Supplied data START

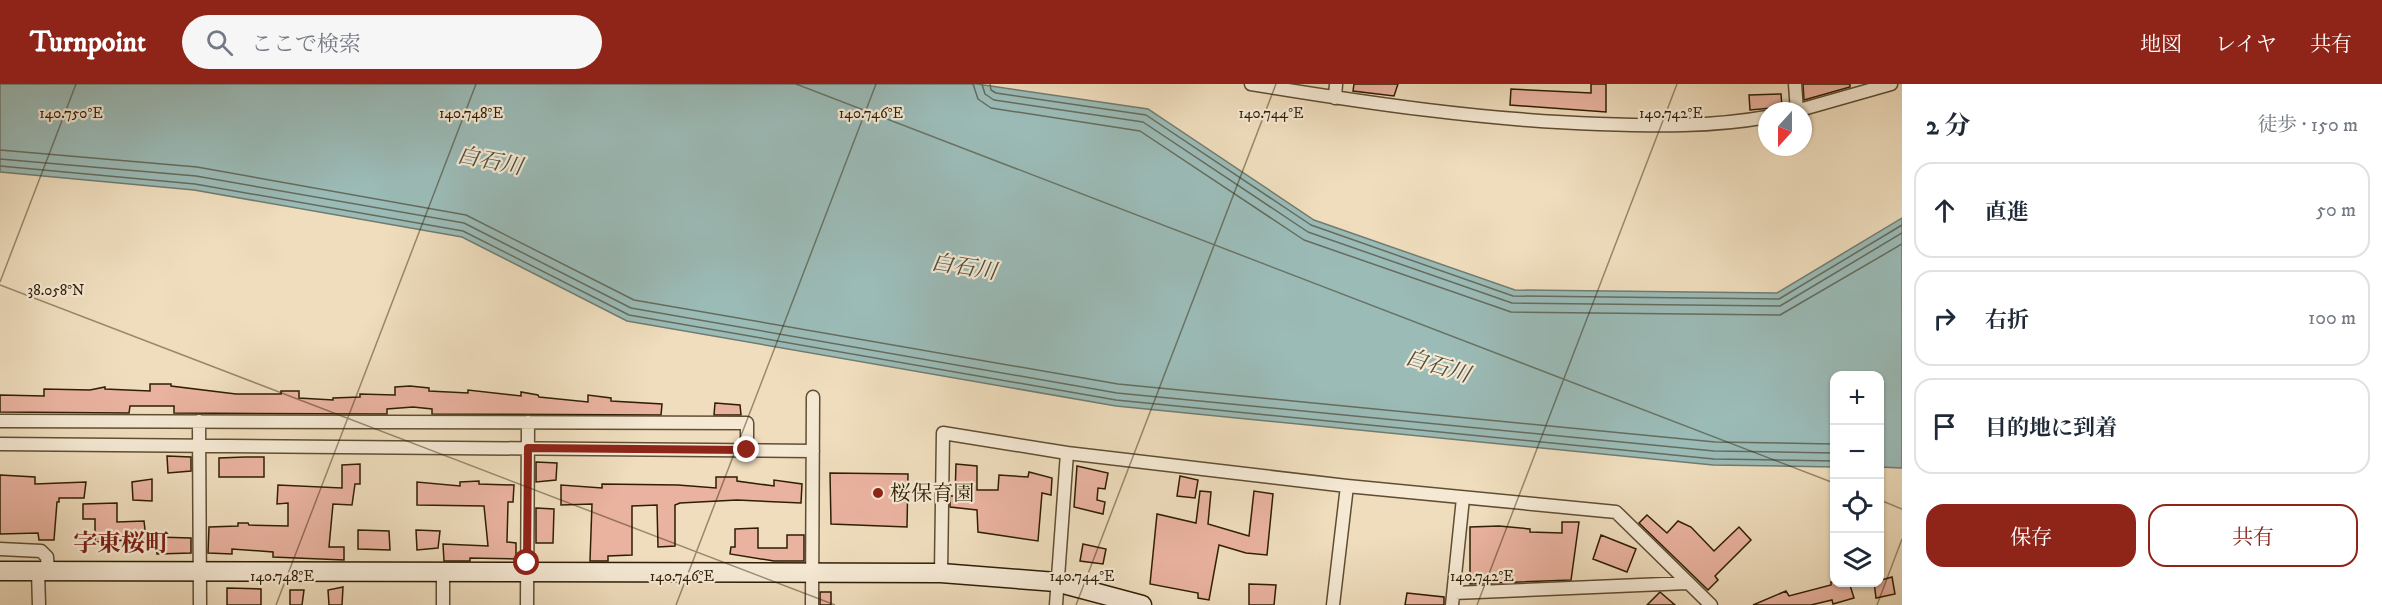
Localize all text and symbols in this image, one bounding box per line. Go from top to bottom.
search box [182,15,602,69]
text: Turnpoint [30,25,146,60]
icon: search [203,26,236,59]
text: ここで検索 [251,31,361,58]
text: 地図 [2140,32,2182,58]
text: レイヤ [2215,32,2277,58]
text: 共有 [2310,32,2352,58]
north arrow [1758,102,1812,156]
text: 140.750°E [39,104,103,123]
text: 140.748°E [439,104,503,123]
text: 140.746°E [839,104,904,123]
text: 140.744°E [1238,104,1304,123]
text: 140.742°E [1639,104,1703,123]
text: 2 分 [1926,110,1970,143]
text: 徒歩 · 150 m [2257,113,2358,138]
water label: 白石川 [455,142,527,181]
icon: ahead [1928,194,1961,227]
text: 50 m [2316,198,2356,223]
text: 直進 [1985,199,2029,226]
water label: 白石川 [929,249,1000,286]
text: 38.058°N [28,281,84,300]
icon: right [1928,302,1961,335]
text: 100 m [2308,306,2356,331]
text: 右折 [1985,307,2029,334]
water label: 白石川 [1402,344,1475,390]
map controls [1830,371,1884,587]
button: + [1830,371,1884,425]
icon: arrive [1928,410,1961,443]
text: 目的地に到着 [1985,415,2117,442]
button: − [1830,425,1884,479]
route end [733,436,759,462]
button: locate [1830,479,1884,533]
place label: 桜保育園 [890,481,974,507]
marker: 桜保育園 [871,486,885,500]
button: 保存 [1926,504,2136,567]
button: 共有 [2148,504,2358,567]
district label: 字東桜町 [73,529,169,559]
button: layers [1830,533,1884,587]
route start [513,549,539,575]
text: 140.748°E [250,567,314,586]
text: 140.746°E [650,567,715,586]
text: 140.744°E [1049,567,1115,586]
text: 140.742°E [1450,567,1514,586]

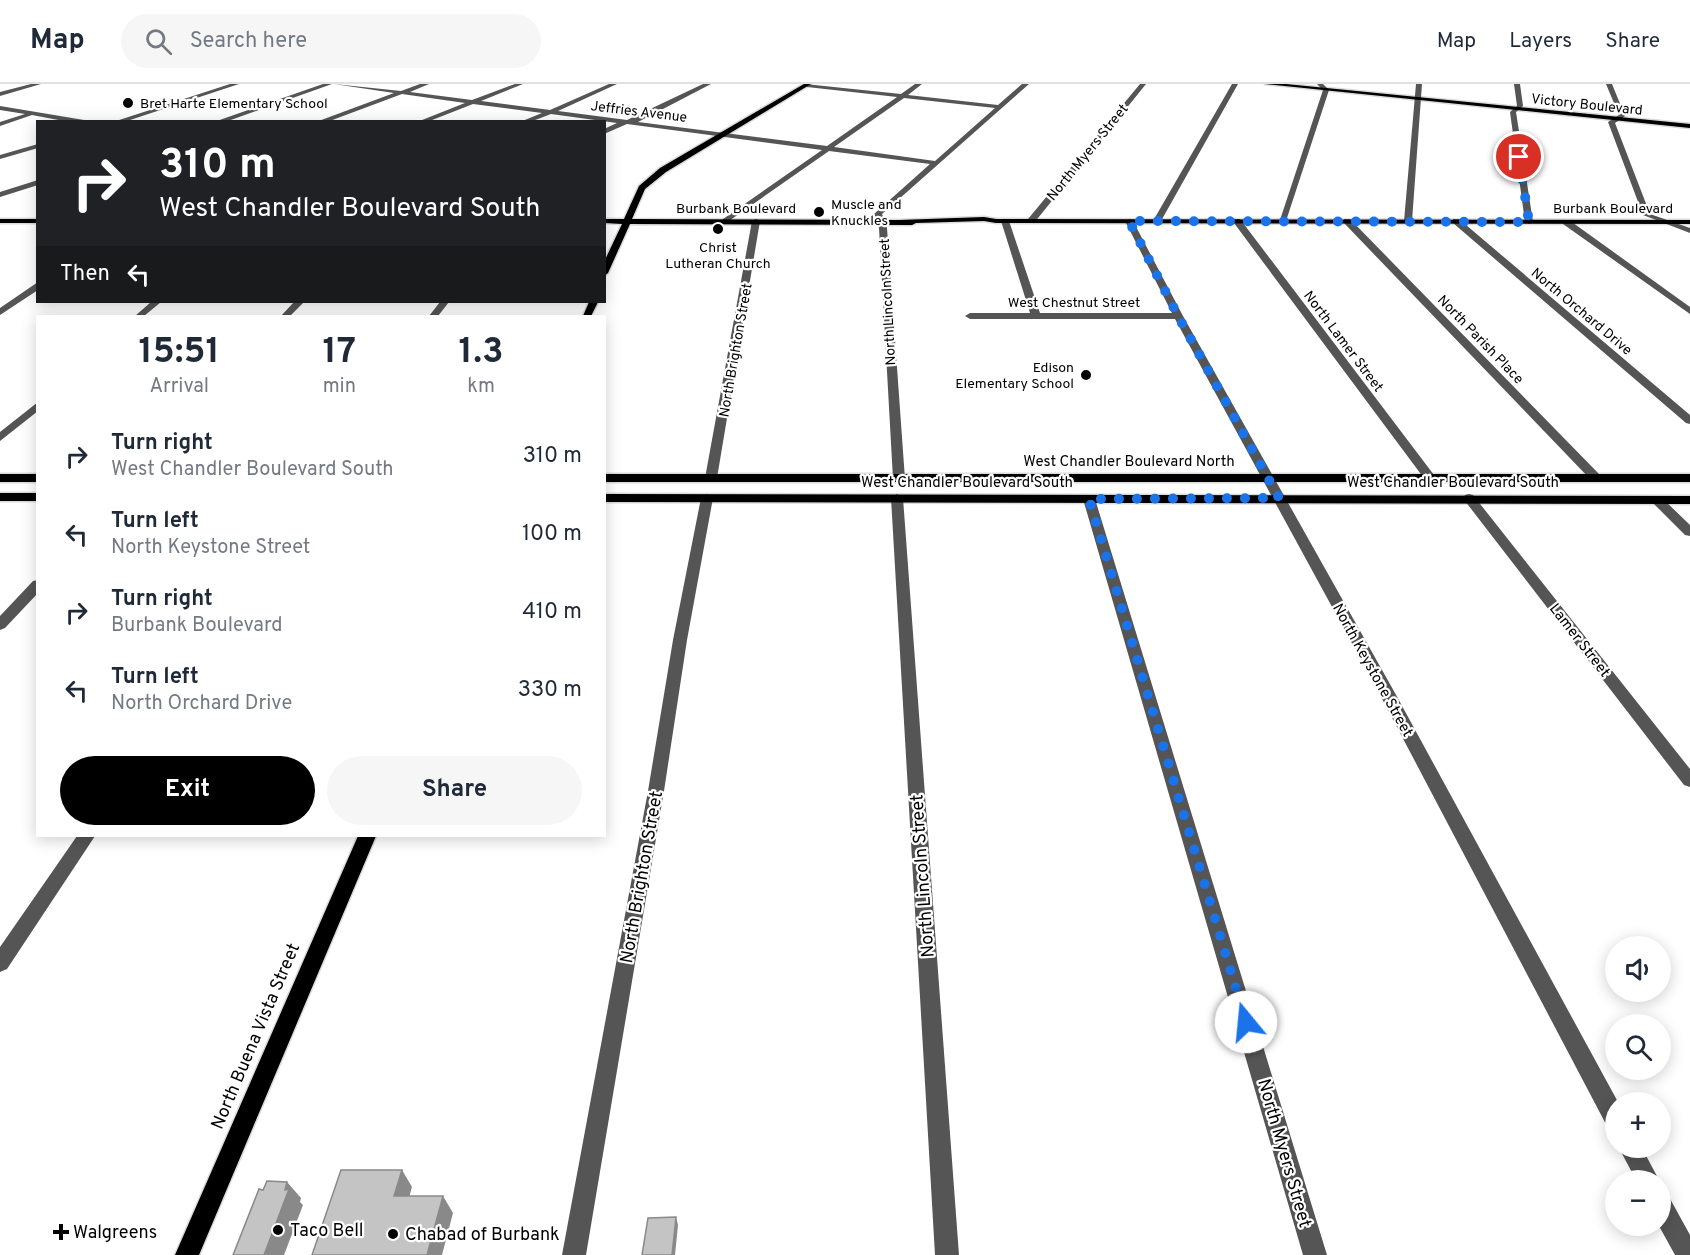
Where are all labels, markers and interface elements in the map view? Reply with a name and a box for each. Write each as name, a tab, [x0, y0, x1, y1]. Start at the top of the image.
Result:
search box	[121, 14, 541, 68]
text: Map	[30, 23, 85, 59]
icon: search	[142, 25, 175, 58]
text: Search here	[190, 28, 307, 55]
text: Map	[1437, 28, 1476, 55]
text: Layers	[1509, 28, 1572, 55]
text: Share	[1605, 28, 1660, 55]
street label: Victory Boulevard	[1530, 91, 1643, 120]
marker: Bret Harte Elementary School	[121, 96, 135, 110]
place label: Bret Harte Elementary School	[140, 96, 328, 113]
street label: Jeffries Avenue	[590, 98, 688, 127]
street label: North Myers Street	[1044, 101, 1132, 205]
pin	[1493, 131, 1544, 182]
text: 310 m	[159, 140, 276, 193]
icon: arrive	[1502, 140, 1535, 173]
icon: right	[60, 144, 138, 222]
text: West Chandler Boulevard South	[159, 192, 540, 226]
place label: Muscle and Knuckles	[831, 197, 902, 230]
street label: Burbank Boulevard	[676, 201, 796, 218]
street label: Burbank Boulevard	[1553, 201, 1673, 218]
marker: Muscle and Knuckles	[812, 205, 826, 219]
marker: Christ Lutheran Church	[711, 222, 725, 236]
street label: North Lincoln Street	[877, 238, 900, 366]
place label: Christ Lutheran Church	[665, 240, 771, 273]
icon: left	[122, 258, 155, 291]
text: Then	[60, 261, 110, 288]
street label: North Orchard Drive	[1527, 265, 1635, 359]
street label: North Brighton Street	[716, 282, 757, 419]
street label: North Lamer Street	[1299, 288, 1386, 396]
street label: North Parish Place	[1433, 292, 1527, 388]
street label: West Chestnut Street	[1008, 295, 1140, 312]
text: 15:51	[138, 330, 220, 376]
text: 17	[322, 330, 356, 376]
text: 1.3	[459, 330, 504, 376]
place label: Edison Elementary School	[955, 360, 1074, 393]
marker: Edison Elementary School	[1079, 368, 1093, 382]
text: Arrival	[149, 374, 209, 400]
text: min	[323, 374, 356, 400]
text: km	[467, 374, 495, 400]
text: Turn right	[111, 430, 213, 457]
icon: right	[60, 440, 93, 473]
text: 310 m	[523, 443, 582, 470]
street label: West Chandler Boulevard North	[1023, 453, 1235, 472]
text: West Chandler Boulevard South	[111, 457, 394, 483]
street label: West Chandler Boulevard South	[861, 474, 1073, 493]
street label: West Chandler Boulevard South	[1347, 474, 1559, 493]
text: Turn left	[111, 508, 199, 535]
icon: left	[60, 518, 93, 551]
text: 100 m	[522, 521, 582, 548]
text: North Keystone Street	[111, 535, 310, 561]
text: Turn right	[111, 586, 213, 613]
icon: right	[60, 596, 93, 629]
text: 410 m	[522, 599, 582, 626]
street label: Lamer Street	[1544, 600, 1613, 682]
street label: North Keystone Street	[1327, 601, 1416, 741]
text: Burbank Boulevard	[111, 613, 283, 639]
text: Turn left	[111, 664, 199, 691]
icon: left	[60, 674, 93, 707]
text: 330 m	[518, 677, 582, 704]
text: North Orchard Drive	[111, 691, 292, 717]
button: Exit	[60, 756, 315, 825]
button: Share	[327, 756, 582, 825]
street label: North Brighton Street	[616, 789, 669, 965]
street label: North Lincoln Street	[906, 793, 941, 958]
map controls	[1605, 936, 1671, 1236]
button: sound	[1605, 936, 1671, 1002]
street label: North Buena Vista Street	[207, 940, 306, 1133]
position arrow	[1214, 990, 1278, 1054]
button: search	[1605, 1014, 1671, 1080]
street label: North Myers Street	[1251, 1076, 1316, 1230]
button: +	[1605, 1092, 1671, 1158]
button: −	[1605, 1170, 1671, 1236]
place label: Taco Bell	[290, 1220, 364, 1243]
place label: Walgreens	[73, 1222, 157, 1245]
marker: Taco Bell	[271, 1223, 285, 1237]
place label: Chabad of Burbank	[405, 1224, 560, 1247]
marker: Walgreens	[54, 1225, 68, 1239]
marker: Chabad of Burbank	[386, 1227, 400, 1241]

Supplied data END
Supplied data START

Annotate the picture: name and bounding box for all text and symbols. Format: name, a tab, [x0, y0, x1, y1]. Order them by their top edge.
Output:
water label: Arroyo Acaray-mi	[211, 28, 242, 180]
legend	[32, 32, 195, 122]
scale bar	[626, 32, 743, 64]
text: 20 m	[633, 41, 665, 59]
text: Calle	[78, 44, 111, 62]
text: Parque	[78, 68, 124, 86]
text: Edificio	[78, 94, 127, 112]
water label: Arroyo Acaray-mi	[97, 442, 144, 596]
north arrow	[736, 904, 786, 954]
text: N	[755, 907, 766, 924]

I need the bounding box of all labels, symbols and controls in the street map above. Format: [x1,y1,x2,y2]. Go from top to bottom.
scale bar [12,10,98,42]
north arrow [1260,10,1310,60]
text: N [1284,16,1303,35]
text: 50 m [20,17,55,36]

Supplied data END

### Your goal
Copy out every line of the data where the word "name" occurs.

### Expected output
Where are all labels, markers and interface elements in the map view? Reply with a name and a box for each. Write each as name, a tab, [x0, y0, x1, y1]. Start at the top of the image.
Annotate the picture: name and bounding box for all text and symbols. Format: name, a tab, [x0, y0, x1, y1]. Order them by their top edge.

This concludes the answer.